News
Students Lead Design Workshop at Waterfront Conference
Photos and story by Yuriko Jewett UD ’18
The Spitzer School was well represented at the Waterfront Alliance’s 2018 Waterfront Conference—Cities on the Edge on Tuesday, May 8, onboard the Hornblower Infinity at Pier 40 in Hudson River Park. Master of Landscape Architecture students Anna Ceraulo-Jalazo, Babbie Dunnington, Hana Georg, Robynne Heymans, and Rujuta Naringrekar conducted a hands-on, interactive workshop, “Crowd-sourcing Resilience,” using a light table, colored pens, and trace paper. Yuriko Jewett from the Graduate Urban Design Program attended as one of this year’s NYCEDC Waterfront Scholars.
Conference participants visited the light table throughout the day. A base map of the New York City waterfront featuring flooding, storm-surge, sea-level rise, and social- and economic-vulnerability layers was provided, giving participants the opportunity to imagine design solutions for environmental justice by incorporating resiliency planning efforts. Attendees, professionals, and advocates representing various disciplines and communities let the ideas flow and worked together to explore design solutions.

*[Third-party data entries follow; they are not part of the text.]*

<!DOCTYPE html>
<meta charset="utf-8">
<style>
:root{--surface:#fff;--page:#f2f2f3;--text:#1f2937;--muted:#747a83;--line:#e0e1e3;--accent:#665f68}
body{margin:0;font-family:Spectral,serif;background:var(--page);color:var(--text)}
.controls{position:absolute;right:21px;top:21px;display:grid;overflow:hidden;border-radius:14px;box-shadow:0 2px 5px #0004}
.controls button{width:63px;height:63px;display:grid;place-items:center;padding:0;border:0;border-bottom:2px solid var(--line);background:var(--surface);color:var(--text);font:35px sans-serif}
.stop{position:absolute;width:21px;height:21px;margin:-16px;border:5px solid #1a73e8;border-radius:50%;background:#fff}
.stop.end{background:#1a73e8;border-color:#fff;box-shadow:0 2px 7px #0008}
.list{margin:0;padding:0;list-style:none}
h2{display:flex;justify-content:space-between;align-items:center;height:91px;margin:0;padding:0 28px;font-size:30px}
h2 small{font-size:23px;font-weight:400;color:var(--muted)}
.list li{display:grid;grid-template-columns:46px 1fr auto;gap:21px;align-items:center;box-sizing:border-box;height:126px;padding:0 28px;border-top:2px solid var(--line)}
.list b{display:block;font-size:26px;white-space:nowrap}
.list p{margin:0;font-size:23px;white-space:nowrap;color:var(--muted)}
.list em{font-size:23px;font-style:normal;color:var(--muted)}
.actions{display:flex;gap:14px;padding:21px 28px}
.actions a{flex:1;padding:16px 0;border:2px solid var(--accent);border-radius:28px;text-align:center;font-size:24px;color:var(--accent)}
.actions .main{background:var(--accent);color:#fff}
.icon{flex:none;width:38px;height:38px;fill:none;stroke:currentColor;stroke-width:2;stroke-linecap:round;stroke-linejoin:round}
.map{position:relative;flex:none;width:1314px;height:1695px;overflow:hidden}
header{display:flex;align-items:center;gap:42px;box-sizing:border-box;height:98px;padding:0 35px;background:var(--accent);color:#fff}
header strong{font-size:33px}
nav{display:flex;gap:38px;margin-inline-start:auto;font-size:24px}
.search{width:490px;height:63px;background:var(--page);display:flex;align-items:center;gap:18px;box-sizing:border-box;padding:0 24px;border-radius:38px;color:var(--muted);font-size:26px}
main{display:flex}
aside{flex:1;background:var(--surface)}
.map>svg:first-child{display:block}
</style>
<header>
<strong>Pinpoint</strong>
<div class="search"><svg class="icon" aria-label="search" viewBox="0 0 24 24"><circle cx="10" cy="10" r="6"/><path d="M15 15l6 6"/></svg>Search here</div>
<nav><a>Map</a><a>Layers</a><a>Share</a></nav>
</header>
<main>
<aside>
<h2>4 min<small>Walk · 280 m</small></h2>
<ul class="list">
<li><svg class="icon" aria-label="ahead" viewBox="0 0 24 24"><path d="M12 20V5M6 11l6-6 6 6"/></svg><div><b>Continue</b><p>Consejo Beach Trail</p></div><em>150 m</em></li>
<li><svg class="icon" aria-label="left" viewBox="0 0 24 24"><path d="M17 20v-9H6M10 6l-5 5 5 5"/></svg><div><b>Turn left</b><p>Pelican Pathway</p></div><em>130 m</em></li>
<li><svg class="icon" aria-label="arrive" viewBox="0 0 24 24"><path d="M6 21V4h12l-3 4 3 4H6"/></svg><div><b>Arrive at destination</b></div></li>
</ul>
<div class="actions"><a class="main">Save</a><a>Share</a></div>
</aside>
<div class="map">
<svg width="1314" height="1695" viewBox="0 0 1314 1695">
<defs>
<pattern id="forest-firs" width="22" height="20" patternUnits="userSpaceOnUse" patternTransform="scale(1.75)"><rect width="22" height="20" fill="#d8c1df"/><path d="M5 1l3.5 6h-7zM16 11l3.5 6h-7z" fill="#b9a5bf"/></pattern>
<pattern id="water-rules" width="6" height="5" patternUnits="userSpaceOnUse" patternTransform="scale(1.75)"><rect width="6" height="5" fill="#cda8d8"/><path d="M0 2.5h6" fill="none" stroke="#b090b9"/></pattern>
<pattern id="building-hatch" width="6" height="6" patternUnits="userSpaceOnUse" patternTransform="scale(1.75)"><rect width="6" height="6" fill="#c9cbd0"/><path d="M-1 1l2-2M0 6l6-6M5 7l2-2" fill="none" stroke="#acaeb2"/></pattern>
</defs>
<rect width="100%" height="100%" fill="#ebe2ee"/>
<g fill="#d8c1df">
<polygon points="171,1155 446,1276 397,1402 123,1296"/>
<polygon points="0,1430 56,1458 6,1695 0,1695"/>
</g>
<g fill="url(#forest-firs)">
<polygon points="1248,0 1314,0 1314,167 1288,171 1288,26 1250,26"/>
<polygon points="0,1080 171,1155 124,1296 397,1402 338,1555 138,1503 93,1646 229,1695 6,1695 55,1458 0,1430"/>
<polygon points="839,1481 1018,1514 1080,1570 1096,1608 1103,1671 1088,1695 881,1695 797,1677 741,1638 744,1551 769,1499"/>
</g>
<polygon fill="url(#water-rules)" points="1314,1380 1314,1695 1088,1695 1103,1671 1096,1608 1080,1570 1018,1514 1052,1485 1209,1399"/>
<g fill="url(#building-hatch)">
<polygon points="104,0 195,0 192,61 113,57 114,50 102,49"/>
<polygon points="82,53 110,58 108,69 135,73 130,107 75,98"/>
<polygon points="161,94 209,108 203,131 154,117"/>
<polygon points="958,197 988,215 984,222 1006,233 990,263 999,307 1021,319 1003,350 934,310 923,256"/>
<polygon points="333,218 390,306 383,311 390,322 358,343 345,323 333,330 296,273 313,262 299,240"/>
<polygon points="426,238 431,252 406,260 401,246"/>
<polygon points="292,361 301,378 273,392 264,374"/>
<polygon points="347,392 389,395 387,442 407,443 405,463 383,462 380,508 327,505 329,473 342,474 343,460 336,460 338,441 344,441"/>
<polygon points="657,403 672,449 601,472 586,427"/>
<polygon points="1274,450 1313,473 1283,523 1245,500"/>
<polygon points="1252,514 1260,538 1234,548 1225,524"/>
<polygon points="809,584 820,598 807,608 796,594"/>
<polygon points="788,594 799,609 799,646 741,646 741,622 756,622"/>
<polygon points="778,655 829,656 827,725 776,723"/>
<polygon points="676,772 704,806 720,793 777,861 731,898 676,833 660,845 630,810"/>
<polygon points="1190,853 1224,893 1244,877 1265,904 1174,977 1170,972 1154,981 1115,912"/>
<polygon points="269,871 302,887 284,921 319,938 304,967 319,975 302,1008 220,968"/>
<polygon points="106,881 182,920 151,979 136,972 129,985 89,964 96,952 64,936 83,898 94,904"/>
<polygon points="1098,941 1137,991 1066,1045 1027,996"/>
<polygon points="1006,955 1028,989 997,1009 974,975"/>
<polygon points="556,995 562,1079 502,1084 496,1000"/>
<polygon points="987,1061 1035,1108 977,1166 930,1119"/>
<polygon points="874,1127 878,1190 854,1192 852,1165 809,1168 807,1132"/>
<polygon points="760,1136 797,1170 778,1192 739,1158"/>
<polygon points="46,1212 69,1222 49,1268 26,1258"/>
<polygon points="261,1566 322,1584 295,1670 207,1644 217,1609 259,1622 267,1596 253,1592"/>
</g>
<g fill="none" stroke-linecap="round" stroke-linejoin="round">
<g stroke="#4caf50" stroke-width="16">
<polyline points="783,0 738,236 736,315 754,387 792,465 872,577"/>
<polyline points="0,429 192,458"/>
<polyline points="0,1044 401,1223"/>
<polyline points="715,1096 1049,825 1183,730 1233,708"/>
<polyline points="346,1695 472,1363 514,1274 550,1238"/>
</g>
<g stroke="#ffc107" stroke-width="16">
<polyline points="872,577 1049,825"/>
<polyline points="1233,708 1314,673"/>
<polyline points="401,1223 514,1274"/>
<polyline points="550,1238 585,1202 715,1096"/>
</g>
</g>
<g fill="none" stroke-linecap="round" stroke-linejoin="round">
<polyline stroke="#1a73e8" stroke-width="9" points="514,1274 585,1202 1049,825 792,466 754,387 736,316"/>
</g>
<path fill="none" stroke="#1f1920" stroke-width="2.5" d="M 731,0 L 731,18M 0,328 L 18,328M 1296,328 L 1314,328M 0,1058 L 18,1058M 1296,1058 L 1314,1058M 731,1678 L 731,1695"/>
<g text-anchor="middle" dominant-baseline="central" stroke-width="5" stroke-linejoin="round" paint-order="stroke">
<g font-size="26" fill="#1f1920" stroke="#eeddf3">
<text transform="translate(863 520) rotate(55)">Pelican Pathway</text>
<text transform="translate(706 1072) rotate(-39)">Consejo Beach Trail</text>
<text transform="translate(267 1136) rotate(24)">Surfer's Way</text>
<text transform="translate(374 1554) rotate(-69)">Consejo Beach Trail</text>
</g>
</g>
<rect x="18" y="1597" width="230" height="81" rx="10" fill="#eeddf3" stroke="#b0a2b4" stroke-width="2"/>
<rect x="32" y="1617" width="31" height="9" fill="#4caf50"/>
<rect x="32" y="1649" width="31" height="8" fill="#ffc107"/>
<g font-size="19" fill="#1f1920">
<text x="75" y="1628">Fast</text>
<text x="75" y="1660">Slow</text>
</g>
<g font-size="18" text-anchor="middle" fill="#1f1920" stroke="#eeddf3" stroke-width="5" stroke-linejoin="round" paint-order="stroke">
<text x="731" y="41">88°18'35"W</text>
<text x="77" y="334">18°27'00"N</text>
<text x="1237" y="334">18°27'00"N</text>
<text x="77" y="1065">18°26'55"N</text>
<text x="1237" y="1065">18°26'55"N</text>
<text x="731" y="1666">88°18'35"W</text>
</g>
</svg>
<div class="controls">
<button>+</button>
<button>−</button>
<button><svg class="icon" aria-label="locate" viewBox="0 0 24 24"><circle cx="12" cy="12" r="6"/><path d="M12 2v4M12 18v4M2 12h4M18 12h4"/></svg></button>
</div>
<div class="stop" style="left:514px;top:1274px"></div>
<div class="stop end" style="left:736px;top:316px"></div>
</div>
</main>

At the end of the day, the MLA students reported the results. The basic consensus? More green!
The day-long Waterfront Conference explored how local and municipal leaders in coastal cities are leading the response to adapting to climate change, including examples from New York,Houston, Philadelphia, Washington DC, Boston, Baltimore, and Los Angeles. The design workshop built on the Rising Urbanists conference the students hosted in April.